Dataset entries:

···

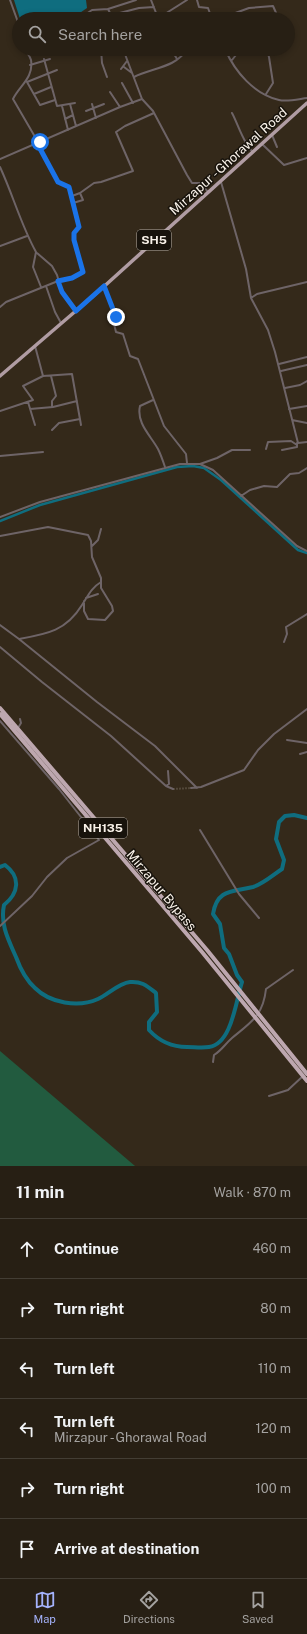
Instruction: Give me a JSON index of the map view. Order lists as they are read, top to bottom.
{
  "streets": {
    "highway": ["NH135", "Mirzapur Bypass"],
    "main road": ["Mirzapur - Ghorawal Road", "SH5"]
  },
  "page": {
    "search": "Search here",
    "heading": ["11 min", "Walk · 870 m"],
    "list": [
      ["Continue", "460 m"],
      ["Turn right", "80 m"],
      ["Turn left", "110 m"],
      ["Turn left", "Mirzapur - Ghorawal Road", "120 m"],
      ["Turn right", "100 m"],
      "Arrive at destination"
    ],
    "nav": ["Map", "Directions", "Saved"]
  }
}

···

The task: Would you set down the records exactly, with no pictures included?

Response box:
Instruction: Give me a JSON index of the map view. Order lists as they are read, top to bottom.
{
  "streets": {
    "highway": ["NH135", "Mirzapur Bypass"],
    "main road": ["Mirzapur - Ghorawal Road", "SH5"]
  },
  "page": {
    "search": "Search here",
    "heading": ["11 min", "Walk · 870 m"],
    "list": [
      ["Continue", "460 m"],
      ["Turn right", "80 m"],
      ["Turn left", "110 m"],
      ["Turn left", "Mirzapur - Ghorawal Road", "120 m"],
      ["Turn right", "100 m"],
      "Arrive at destination"
    ],
    "nav": ["Map", "Directions", "Saved"]
  }
}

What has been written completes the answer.